一方のマスコミは報栄新聞の女性記者矢島塔子が上司に「効果は不明、などと書いたらそんな記事を誰が読むか」と言われながら取材に奮闘する。さらに「偽がん・真がん説」を唱える放射線科教授の医師・岸上は、外科医が手術で治したと思っている患者はすべて「偽がん」なので、手術をしなくても死ななかったという過激な持論を展開する。タイトルの「虚栄」は、主人公の雪野が、がん治療の専門誌を読みながら「ごたいそうなタイトルが並んでいるが、中身はいずれも、実際の治療には結びつかないものばかりだ。仮定と、推察と、希望的観測に基づく推論。医療はがんを克服しつつあるなどとアピールするような論文は、恥ずべき虚栄だ」と思うシーン。あるいは「結局は時代の限界なのですよ。今は医学が進んでいるから、何でも分かるはずだと考えている人が多いようですが、決してそんなことはない。実際は分からないことだらけです。何でも分かるように見せかけているのは、医学の虚栄ですよ」と語るあたりに象徴的だが、医者として患者のために何をするのが最良の善意なのかが、立場上そうできない悩みと共に繰り返し示される。矢島は自身がいるマスコミも読者に期待を持たせる記事ばかりを報道するのは一種の虚栄ではないかと自問し続ける。

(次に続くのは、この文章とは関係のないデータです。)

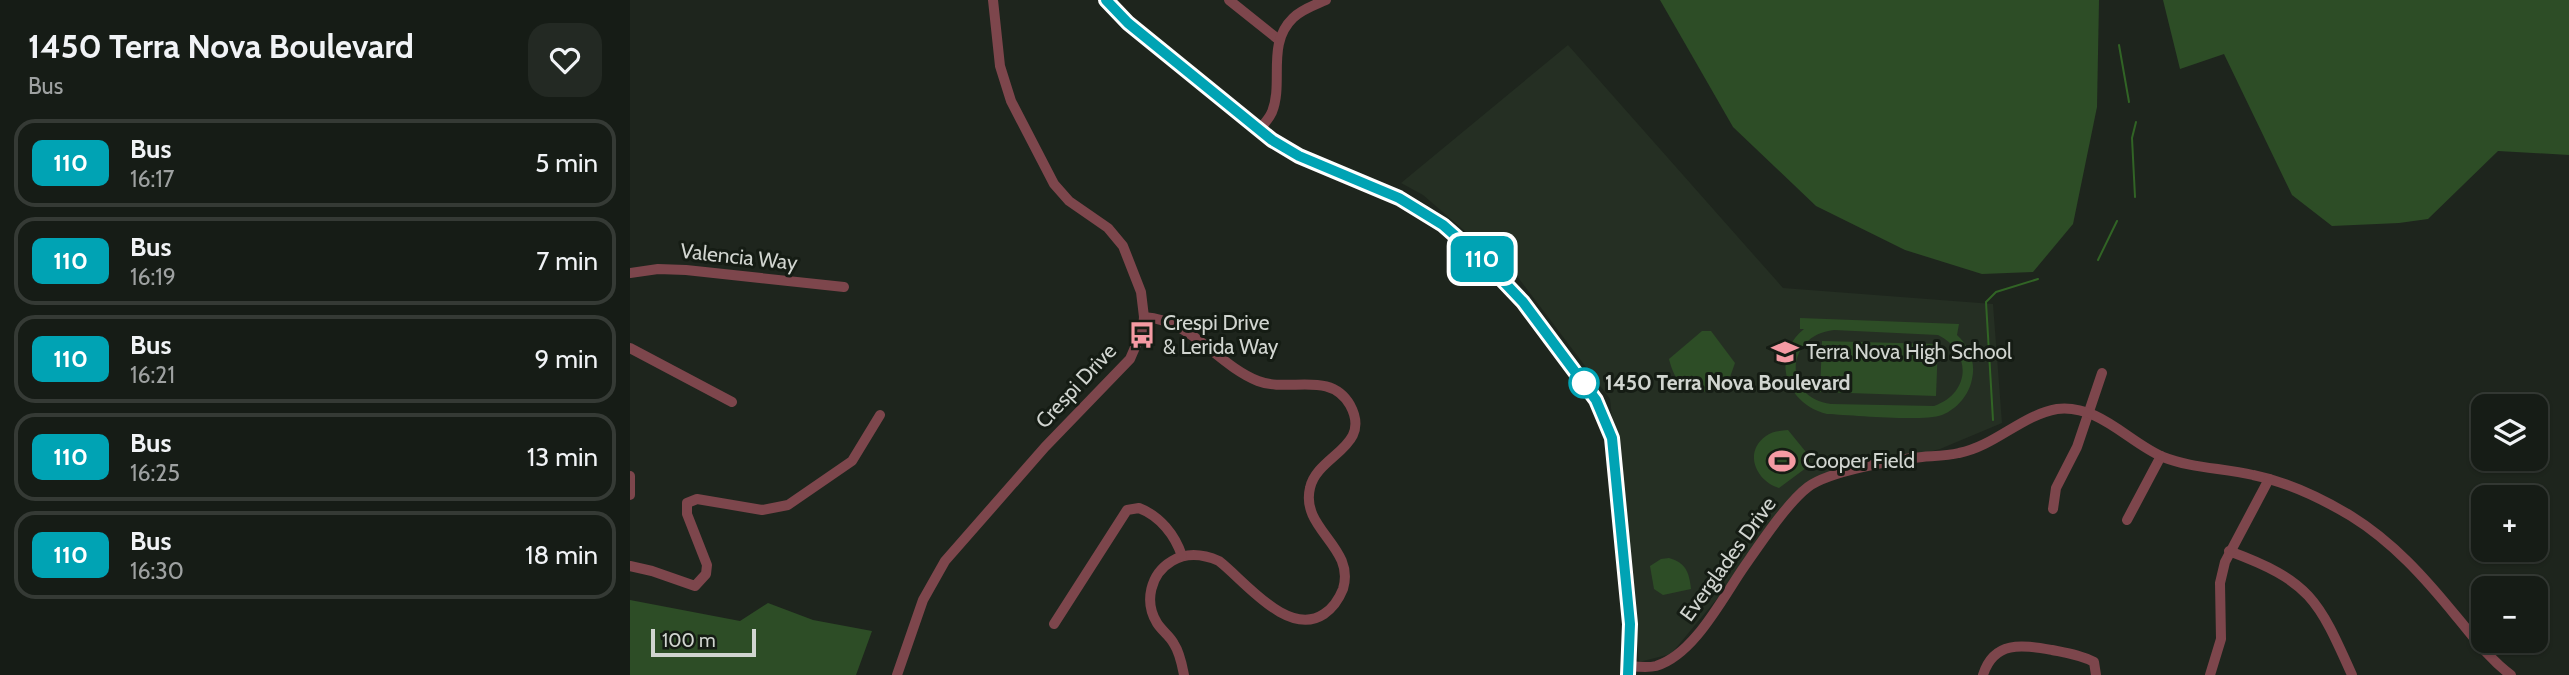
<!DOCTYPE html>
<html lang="en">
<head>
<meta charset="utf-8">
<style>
	:root { --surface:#161c16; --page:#232923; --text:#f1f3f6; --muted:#9ea1a1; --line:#353a35 }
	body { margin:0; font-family:Cabin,sans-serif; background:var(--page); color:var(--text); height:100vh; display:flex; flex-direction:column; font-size:26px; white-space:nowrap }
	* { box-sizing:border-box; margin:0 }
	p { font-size:23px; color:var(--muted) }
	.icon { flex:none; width:38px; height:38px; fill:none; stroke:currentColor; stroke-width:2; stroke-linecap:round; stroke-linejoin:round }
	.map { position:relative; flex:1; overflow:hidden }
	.drawer { display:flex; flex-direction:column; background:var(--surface); width:630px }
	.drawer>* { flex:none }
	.badge { padding:0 14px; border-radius:10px; font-size:24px; line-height:46px }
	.buttons { position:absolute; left:1841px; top:394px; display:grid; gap:14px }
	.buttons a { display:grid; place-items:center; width:77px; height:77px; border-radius:14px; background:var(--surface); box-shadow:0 2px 5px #0004,0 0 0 2px var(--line); font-size:35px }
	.scale { position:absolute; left:21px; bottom:18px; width:105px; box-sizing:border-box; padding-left:7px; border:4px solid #d1d5d0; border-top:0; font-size:19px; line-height:24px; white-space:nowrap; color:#d1d5d0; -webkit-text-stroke:5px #151c14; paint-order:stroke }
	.map>.badge { position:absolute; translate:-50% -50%; box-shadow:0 0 0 4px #fff }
	.round { display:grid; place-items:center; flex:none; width:74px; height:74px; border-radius:21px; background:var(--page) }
	.head { display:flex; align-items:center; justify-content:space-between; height:119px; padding:0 28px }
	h1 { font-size:33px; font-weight:700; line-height:52px }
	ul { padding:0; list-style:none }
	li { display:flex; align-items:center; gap:21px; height:88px; margin:0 14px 10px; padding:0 14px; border:4px solid var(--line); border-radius:21px }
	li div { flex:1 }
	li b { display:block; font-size:26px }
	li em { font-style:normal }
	li .badge { min-width:77px; font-weight:700; text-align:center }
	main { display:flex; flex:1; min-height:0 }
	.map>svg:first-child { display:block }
	.built { fill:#252f23 }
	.green { fill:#2d4d26; fill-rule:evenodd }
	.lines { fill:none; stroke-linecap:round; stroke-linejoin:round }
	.stream { stroke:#316425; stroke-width:2 }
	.minor { stroke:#7d464c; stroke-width:10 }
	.line-casing { stroke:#fff; stroke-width:16 }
	.line { stroke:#00a3b4; stroke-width:10 }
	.stop-dot { fill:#fff; stroke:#00a3b4; stroke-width:3.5 }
	.labels { text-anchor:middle; stroke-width:6; stroke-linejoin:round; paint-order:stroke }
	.street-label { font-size:21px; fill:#d1d5d0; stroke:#151c14 }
	.poi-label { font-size:21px; fill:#d1d5d0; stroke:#151c14; text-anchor:start }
	.stop-label { font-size:21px; font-weight:bold; fill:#d1d5d0; stroke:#151c14; text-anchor:start }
</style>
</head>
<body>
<main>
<section class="drawer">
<div class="head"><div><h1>1450 Terra Nova Boulevard</h1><p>Bus</p></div><a class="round"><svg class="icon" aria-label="heart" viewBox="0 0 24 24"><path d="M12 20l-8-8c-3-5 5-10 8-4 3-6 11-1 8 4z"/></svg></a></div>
<ul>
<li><span class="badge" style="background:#00a3b4;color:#fff">110</span><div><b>Bus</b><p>16:17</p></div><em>5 min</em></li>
<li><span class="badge" style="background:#00a3b4;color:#fff">110</span><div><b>Bus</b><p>16:19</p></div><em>7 min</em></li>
<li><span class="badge" style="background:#00a3b4;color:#fff">110</span><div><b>Bus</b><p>16:21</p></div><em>9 min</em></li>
<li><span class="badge" style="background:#00a3b4;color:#fff">110</span><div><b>Bus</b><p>16:25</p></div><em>13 min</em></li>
<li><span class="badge" style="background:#00a3b4;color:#fff">110</span><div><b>Bus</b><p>16:30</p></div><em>18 min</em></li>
</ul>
</section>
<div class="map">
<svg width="1939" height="675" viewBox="0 0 1939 675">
	<rect width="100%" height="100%" fill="#1e251d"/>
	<polygon class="built" points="938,45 1153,288 1363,304 1372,423 1310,449 1184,482 1041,654 1009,662 980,399 887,276 793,195 771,183"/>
	<g class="green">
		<polygon points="1030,0 1469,0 1467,107 1443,224 1403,272 1352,274 1275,250 1186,206 1103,127"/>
		<polygon points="1533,0 1939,0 1939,155 1868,151 1798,219 1769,223 1702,226 1662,195 1594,54 1550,69"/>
		<path d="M1170,318L1329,324L1327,335C1339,346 1346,362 1342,379C1339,395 1327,409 1312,415C1292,422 1222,415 1197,414C1157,405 1139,357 1174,329H1170ZM1204,330L1308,335C1342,352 1341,393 1304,406L1201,404C1152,398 1155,335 1204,330Z"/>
		<path d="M1072,331H1081L1105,363L1100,377L1088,389C1059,397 1046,387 1039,359Z"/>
		<polygon points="1192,341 1308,344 1306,396 1190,392"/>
		<path d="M1158,430L1180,457V465L1149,488C1126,481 1113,452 1136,436C1142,431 1150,431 1158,430Z"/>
		<path d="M1039,558C1056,563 1059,572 1061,589L1033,595L1024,589L1020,566L1031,559Z"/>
		<polygon points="0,600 110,621 138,603 183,620 242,631 226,675 0,675"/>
	</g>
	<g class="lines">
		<g class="stream">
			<polyline points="1489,45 1499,102"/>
			<polyline points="1505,197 1502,138 1506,122"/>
			<polyline points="1468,260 1487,221"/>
			<polyline points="1363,420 1356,302 1366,292 1408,279"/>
		</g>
		<g class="minor">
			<polyline points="476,0 498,23 642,140 669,156 769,198 799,215 839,246 882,289 958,388 978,424 985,452 1000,624 1001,652 998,675"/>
			<polyline points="599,0 649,40"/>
			<path d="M629,130C633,125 639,119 642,112C654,82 636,44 663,18C672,9 685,5 696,0"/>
			<polyline points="0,273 28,269 56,270 214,287"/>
			<path d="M514,317C562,320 586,364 628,381C659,393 700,370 720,405C743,447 687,455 680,488C670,529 726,547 713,589C709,599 703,608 694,614C658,638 615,581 589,561C573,554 557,552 542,561C520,574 514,602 527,623C532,631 540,636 544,644C550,653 552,665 554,675"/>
			<polyline points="0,348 102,402"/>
			<polyline points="0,476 0,495"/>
			<polyline points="1423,509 1426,488 1447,447 1472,373"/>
			<polyline points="1497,520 1531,456"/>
			<path d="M1599,551C1680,581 1688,599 1722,675"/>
			<polyline points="0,566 22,571 65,586 76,574 77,565 57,514 57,503 67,499 132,510 158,505 222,461 250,415"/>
			<path d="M424,624L497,510L509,508C530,516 545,535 552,556"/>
			<path d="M1000,666C1009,667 1018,668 1026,666C1064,655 1093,597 1114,567C1130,544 1157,503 1178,487C1199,471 1264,460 1292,457C1304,456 1317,456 1329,453C1365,446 1392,415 1427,409C1469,404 1498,442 1533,457C1561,468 1593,468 1623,475C1657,482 1691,498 1721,516C1763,542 1795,578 1826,616C1843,636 1859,659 1881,675"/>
			<polyline points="267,675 293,600 315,561 415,447 500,359 513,329 514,317 511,292 493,246 478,228 439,201 424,184 381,101 370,66 363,0"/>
			<path d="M1353,675C1364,640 1392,645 1422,650C1437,653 1451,655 1464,662L1466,675"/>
			<polyline points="1580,675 1591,639 1590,583 1595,562 1639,479"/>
		</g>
	</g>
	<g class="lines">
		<defs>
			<polyline id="line" points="476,0 498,23 642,140 669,156 769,198 813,225 855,262 893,302 966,400 982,438 1000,624 998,675"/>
		</defs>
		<use href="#line" class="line-casing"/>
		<use href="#line" class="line"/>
	</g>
	<defs>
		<symbol id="bus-bare" viewBox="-9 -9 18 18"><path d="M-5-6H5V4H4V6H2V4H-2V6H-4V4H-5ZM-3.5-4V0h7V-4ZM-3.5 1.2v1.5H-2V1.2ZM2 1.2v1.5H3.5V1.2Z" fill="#f49aa3" stroke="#151c14" stroke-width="2.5" paint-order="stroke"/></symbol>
		<symbol id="school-bare" viewBox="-9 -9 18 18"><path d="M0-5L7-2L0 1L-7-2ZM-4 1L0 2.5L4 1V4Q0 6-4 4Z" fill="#f49aa3" stroke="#151c14" stroke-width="2.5" paint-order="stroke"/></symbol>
		<symbol id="stadium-bare" viewBox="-9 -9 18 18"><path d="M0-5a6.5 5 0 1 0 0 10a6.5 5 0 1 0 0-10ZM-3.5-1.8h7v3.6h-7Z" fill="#f49aa3" stroke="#151c14" stroke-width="2.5" paint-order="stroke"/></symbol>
	</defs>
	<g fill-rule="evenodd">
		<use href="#bus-bare" x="493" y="316" width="38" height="38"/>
		<use href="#school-bare" x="1136" y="333" width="38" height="38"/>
		<use href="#stadium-bare" x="1133" y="442" width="38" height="38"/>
	</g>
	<circle class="stop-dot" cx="954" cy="383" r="14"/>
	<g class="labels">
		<g class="street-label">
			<text transform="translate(109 257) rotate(6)" y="7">Valencia Way</text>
			<text transform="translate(446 386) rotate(-47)" y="7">Crespi Drive</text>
			<text transform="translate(1098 559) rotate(-54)" y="7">Everglades Drive</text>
		</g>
		<g class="poi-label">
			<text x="533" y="330">Crespi Drive<tspan x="533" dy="24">&amp; Lerida Way</tspan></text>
			<text x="1176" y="359">Terra Nova High School</text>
			<text x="1173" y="468">Cooper Field</text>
		</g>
		<g class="stop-label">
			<text x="975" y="390">1450 Terra Nova Boulevard</text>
		</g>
	</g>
</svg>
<div class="buttons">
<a><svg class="icon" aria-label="layers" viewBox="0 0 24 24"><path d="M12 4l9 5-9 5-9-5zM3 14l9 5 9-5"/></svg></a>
<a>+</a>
<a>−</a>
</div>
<div class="scale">100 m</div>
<b class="badge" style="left:852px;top:259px;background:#00a3b4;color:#fff">110</b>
</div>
</main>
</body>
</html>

そして、この作品に登場する教授や准教授の何人かだけでなく矢島も自身を実験台にした体験取材で偶然、ステージⅣの胃がんが見つかる。もう一人、「がん放置派」の岸上までもがんにかかってしまう。まさに国民の二人に一人ががんにかかる現代、がん治療の裏表を知り尽くしている医師たちは、あるいは情報の最先端にいる矢島はどういう治療法を選択するのか。覇権争いの結末と合わせて彼らの運命はどうなるのか。これが最初に「久し振りに一気に読了した」と書いたゆえんでもある。